Record set:
------------------------------------------------------------------------

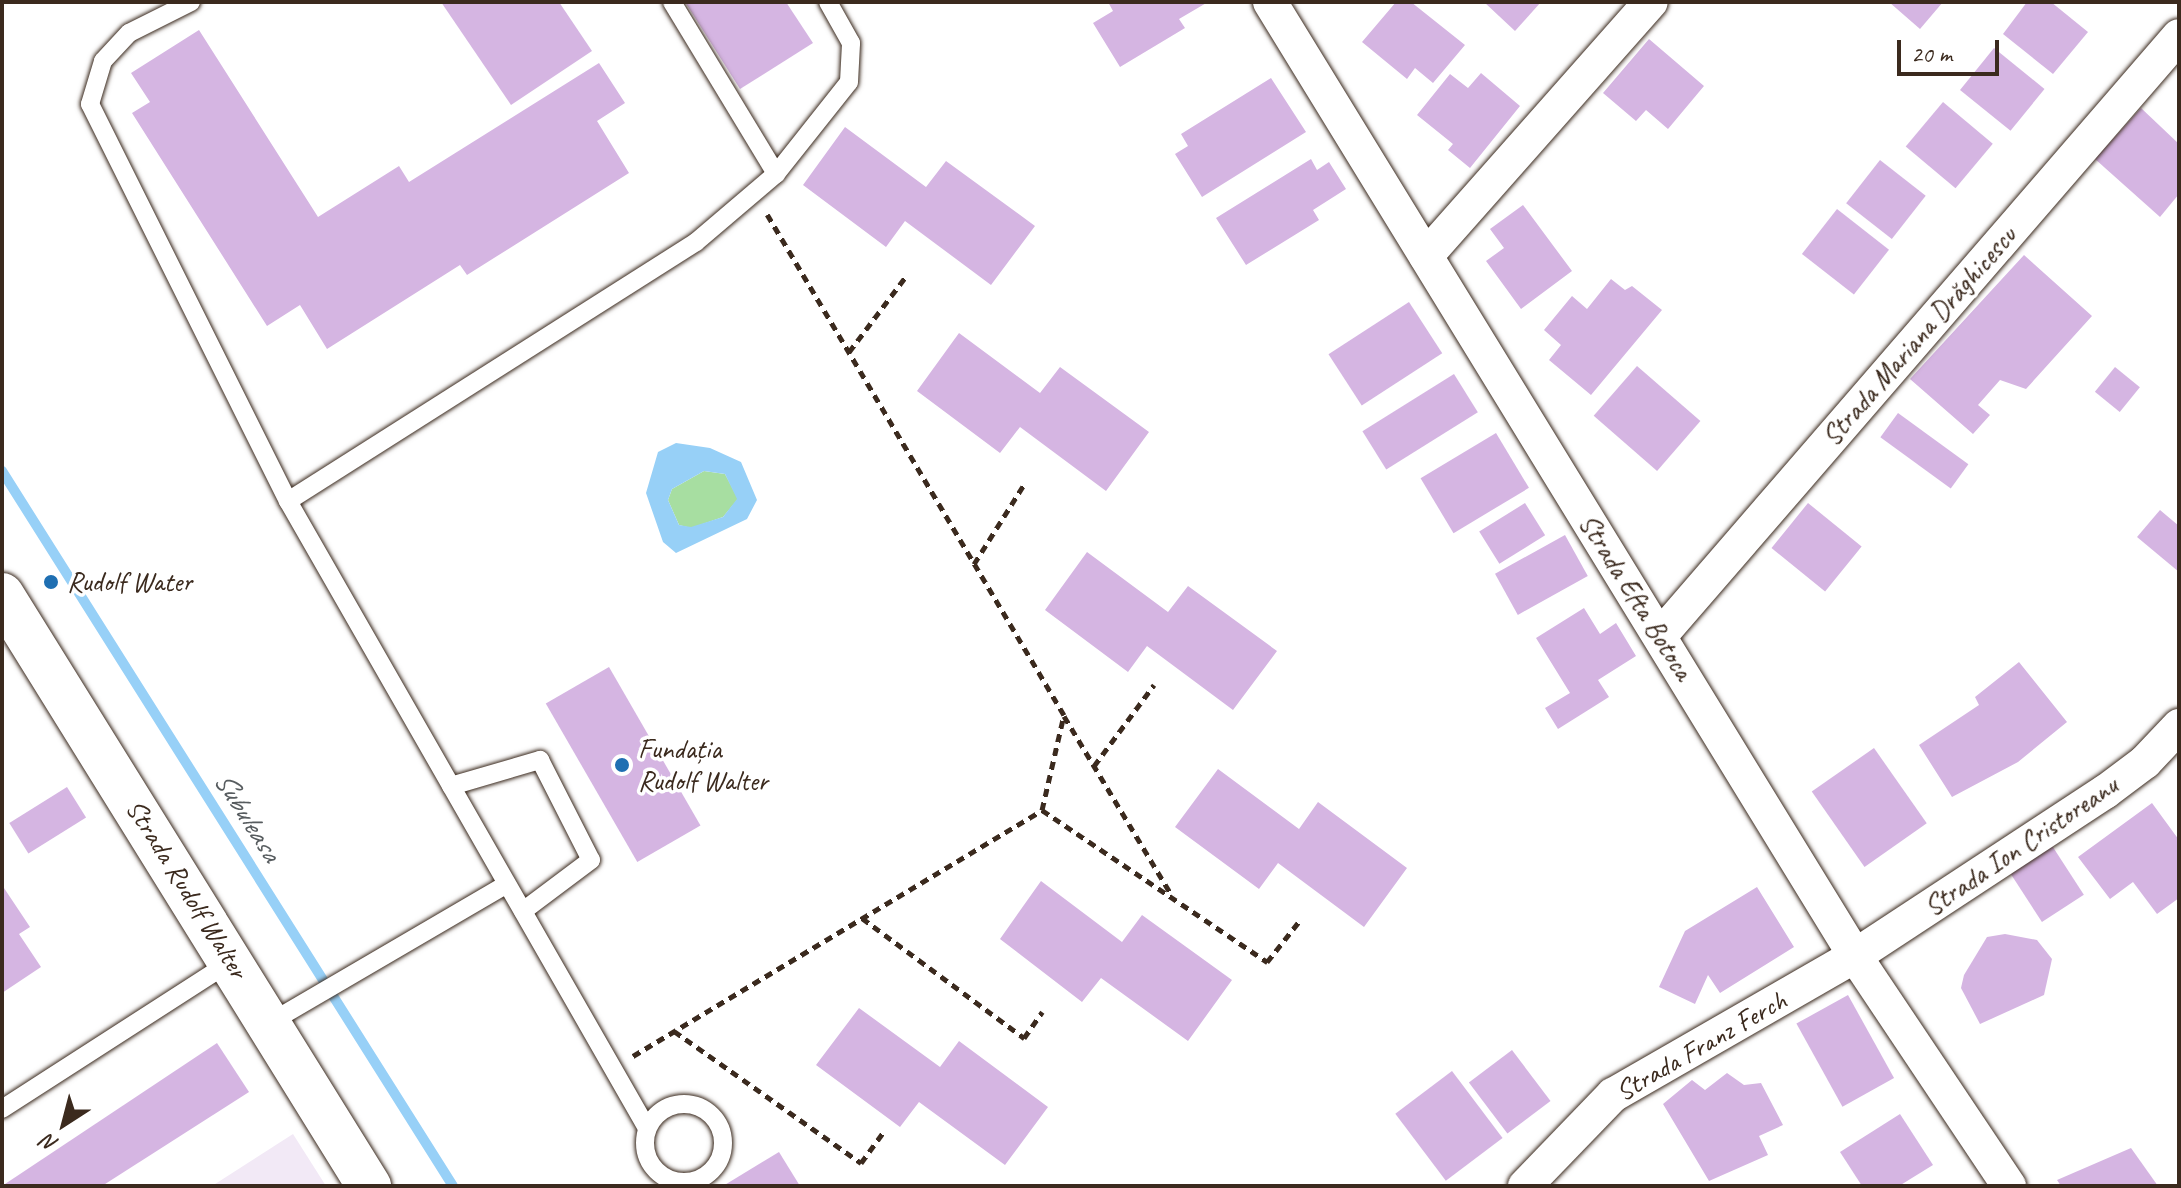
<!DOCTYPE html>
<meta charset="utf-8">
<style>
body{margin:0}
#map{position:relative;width:2181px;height:1188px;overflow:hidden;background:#fff;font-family:Caveat,sans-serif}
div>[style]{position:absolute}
.built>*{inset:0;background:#f2e9f6}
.green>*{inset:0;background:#a7dea1}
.water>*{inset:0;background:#97d0f7}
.stream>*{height:10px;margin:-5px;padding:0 5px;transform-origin:5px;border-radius:5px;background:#97d0f7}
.building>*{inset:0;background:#d5b5e2;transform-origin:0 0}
.path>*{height:5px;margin-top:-2.5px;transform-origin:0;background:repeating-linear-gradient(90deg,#3b2a1e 0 8px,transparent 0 14px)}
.roads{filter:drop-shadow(0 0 2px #3b2a1e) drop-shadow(0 0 2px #3b2a1e)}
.lane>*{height:18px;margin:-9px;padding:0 9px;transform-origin:9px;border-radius:9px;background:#fff}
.lane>.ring{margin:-9px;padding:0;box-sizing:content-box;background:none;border:18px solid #fff;border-radius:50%}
.street>*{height:34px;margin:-17px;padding:0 17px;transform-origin:17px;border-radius:17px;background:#fff}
.secondary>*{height:44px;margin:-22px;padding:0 22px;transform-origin:22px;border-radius:22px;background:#fff}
.dots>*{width:22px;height:22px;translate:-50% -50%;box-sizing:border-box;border:4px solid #fff;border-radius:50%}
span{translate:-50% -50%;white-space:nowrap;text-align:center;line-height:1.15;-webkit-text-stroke:7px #fff;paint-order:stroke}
.street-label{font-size:28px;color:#3b2a1e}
.poi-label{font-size:28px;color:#3b2a1e}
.left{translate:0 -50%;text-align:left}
.water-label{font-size:30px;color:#575c5f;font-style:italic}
.frame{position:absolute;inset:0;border:4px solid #3b2a1e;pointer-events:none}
.north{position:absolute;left:24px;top:1084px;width:80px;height:80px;-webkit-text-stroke:6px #fff;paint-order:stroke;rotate:216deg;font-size:22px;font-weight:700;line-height:32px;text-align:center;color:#3b2a1e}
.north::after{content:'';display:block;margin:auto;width:28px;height:36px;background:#3b2a1e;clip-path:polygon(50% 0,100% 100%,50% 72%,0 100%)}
.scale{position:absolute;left:1897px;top:40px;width:102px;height:36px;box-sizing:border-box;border:4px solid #3b2a1e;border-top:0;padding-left:10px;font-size:24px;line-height:28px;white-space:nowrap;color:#3b2a1e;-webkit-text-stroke:6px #fff;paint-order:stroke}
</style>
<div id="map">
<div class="built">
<div style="clip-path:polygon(293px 1134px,326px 1186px,212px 1186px)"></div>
</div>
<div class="green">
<div style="clip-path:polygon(704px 471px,725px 474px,738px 499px,723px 517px,691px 528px,679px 525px,668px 500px,672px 489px)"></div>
</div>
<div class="water">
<div style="clip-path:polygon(evenodd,676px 443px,710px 448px,741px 462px,757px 500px,747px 519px,676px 553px,663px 542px,646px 493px,658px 452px,676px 443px,704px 471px,725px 474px,737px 499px,723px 517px,691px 527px,679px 525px,668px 500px,672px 489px,704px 471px)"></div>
</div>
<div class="stream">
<div style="left:2px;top:471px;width:845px;rotate:57.76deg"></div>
</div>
<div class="building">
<div style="clip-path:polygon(441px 2px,559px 2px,592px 51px,511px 105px)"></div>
<div style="clip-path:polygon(685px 2px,786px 2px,813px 43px,740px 89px)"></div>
<div style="clip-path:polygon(1108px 2px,1208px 2px,1179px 19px,1185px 28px,1120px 67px,1093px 23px,1113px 11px)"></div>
<div style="clip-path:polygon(1396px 2px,1411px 2px,1465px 45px,1433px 83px,1415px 68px,1407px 79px,1362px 42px)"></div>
<div style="clip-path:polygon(1484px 2px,1541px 2px,1515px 31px)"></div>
<div style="clip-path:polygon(1889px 2px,1943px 2px,1920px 29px)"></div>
<div style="clip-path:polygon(2027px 2px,2051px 2px,2088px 32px,2053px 74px,2003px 34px)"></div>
<div style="clip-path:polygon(199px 30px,318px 217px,399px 166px,409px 182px,599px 63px,625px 103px,597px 121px,629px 173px,467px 275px,460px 265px,327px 349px,300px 305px,267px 326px,132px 113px,150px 102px,131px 73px)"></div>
<div style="clip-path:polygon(1649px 39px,1704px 86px,1668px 129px,1646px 110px,1636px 121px,1603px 93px)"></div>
<div style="left:1994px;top:48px;width:65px;height:54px;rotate:39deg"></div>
<div style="clip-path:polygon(1481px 73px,1520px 106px,1470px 168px,1448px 150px,1453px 144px,1417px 115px,1450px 74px,1468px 88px)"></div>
<div style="clip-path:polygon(1271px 78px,1306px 132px,1202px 197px,1175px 154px,1188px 146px,1181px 134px)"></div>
<div style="left:1943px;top:102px;width:65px;height:58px;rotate:40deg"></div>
<div style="clip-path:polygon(2141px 108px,2179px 144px,2179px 194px,2160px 217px,2095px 159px)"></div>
<div style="clip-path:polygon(845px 127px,926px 187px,946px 161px,1035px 226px,991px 285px,905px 221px,886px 247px,803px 185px)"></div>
<div style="clip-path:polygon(1311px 159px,1317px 170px,1329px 162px,1346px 189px,1313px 210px,1319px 220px,1246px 265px,1216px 218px)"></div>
<div style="left:1880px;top:160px;width:58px;height:55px;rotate:38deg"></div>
<div style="clip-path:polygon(1523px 205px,1572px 271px,1521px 309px,1486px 261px,1504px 248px,1490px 229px)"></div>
<div style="left:1837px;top:209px;width:66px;height:57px;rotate:38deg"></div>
<div style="clip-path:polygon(2024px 255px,2092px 316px,2026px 389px,2000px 380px,1978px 405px,1990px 415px,1973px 434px,1910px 379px)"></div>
<div style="clip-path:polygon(1611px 279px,1625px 290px,1632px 286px,1662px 310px,1591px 395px,1549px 360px,1561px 345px,1544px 330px,1572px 296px,1587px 309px)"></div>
<div style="left:1409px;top:302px;width:61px;height:96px;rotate:57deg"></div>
<div style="clip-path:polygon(959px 333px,1040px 393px,1060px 367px,1149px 432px,1106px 491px,1020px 427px,1000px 453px,917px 391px)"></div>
<div style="left:1637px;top:366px;width:84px;height:66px;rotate:41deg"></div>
<div style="left:2115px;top:367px;width:32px;height:32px;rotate:39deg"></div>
<div style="left:1454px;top:374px;width:45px;height:108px;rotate:58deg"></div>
<div style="left:1898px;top:413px;width:87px;height:30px;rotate:36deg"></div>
<div style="left:1496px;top:433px;width:64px;height:88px;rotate:59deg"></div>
<div style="left:1525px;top:503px;width:38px;height:54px;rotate:58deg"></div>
<div style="left:1808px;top:503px;width:69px;height:58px;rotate:39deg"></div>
<div style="clip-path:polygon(2160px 510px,2179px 526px,2179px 572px,2137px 537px)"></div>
<div style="left:1565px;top:535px;width:47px;height:80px;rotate:61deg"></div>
<div style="clip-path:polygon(1087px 552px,1168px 612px,1188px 586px,1277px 651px,1233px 710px,1147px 646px,1128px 672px,1045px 610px)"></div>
<div style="clip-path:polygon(1584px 608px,1600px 634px,1616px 623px,1636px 656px,1598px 680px,1609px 697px,1558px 729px,1545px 708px,1570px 693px,1536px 638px)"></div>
<div style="clip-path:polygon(2019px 662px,2067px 722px,2018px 762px,1952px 797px,1919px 745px,1979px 705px,1975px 697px)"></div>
<div style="left:609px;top:667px;width:183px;height:73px;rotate:60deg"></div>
<div style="left:1874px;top:748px;width:92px;height:76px;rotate:55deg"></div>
<div style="clip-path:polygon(1218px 769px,1299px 829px,1318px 802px,1407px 868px,1364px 927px,1278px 863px,1259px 889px,1175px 827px)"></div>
<div style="left:67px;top:787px;width:36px;height:68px;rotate:58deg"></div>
<div style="clip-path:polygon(2152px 803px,2179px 840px,2179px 898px,2157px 914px,2133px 882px,2110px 899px,2078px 857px)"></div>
<div style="left:2049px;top:841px;width:64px;height:50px;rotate:57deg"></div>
<div style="clip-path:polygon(1041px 881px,1122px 942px,1142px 915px,1232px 980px,1188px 1041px,1101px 978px,1082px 1002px,1000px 939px)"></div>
<div style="clip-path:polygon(2px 885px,30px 927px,19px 934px,41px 967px,2px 993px)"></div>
<div style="clip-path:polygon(1757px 887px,1794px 947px,1720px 993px,1708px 975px,1695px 1004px,1659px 987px,1685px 931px)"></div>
<div style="clip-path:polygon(2005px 934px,2037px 940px,2052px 959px,2044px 995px,1980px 1024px,1961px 988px,1964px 975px,1987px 937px)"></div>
<div style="left:1848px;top:995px;width:95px;height:59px;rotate:61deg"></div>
<div style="clip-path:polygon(859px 1008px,940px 1067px,959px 1041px,1048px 1107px,1005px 1165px,919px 1102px,900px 1127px,816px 1065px)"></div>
<div style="clip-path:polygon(217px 1043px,249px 1092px,102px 1186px,2px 1186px)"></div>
<div style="left:1512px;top:1050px;width:64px;height:54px;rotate:53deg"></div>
<div style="left:1452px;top:1071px;width:84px;height:71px;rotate:53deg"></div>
<div style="clip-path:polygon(1727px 1073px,1744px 1085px,1761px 1083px,1783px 1125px,1759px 1136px,1768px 1155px,1709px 1181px,1663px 1104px,1692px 1080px,1705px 1090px)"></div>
<div style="clip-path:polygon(1900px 1114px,1933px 1165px,1899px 1186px,1862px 1186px,1840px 1152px)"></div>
<div style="clip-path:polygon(2131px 1148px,2158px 1186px,2061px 1186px,2057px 1180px)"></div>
<div style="clip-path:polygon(779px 1152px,800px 1186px,723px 1186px)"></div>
</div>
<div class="path">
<div style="left:849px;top:352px;width:96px;rotate:-53deg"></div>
<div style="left:974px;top:564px;width:96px;rotate:-57.8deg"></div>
<div style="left:1064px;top:716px;width:210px;rotate:59deg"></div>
<div style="left:1094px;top:766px;width:101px;rotate:-53.5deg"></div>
<div style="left:1042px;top:810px;width:272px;rotate:34deg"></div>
<div style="left:1267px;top:962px;width:55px;rotate:-51.7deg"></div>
<div style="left:862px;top:918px;width:202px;rotate:36.5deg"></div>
<div style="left:1024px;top:1038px;width:32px;rotate:-55deg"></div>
<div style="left:674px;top:1031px;width:229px;rotate:35.2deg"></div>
<div style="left:861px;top:1163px;width:37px;rotate:-54deg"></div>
<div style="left:633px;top:1056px;width:477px;rotate:-31deg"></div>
<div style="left:1042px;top:810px;width:98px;rotate:-77deg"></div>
<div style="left:1064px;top:715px;width:582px;rotate:-120.66deg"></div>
</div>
<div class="roads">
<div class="lane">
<div style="left:191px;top:2px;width:69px;rotate:153.4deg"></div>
<div style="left:129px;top:33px;width:38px;rotate:133deg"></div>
<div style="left:103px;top:61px;width:45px;rotate:106.8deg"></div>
<div style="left:90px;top:104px;width:444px;rotate:63.5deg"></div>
<div style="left:288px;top:501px;width:723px;rotate:60.21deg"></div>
<div style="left:672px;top:2px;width:201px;rotate:58.8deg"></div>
<div style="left:288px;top:501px;width:483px;rotate:-32.4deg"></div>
<div style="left:696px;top:242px;width:105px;rotate:-40.4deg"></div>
<div style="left:776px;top:174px;width:117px;rotate:-51.6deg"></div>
<div style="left:849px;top:82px;width:39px;rotate:-87deg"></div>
<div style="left:851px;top:43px;width:47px;rotate:-119.3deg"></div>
<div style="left:451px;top:786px;width:93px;rotate:-16.3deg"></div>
<div style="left:540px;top:760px;width:112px;rotate:63deg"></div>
<div style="left:591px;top:860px;width:85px;rotate:143.1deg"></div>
<div style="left:271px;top:1022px;width:273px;rotate:-30.3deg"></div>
<div class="ring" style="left:645px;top:1104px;width:60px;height:60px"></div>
<div style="left:2px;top:1109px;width:271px;rotate:-32.8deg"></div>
</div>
<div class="street">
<div style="left:1270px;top:2px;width:1119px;rotate:58.48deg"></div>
<div style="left:1855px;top:956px;width:277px;rotate:56.2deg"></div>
<div style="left:1426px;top:256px;width:339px;rotate:-48.5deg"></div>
<div style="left:1660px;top:636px;width:793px;rotate:-49.14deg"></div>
<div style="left:1525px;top:1186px;width:127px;rotate:-46deg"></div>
<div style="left:1613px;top:1095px;width:279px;rotate:-29.9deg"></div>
<div style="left:1855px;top:956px;width:299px;rotate:-33.3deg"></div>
<div style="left:2105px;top:792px;width:50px;rotate:-36.9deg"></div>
<div style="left:2145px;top:762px;width:50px;rotate:-46.6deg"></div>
</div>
<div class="secondary">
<div style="left:2px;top:595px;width:696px;rotate:58.16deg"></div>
</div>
</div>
<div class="dots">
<div style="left:51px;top:582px;background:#1f6fb2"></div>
<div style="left:622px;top:765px;background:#1f6fb2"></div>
</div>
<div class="street-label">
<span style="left:1919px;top:336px;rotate:-49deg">Strada Mariana Drăghicescu</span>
<span style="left:1636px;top:597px;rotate:58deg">Strada Efta Botoca</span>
<span style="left:2021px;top:846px;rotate:-34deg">Strada Ion Cristoreanu</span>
<span style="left:187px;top:889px;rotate:58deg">Strada Rudolf Walter</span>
<span style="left:1701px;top:1046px;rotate:-30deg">Strada Franz Ferch</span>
</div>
<div class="poi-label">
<span class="left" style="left:67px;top:582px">Rudolf Water</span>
<span class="left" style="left:638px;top:765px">Fundația<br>Rudolf Walter</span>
</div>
<div class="water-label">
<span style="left:248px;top:816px;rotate:58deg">Subuleasa</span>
</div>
<div class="frame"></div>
<div class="north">N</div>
<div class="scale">20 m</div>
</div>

------------------------------------------------------------------------

Work item: Find the word "stream" in the listing above, then copy each line where it turns up.

Task response:
.stream>*{height:10px;margin:-5px;padding:0 5px;transform-origin:5px;border-radius:5px;background:#97d0f7}
<div class="stream">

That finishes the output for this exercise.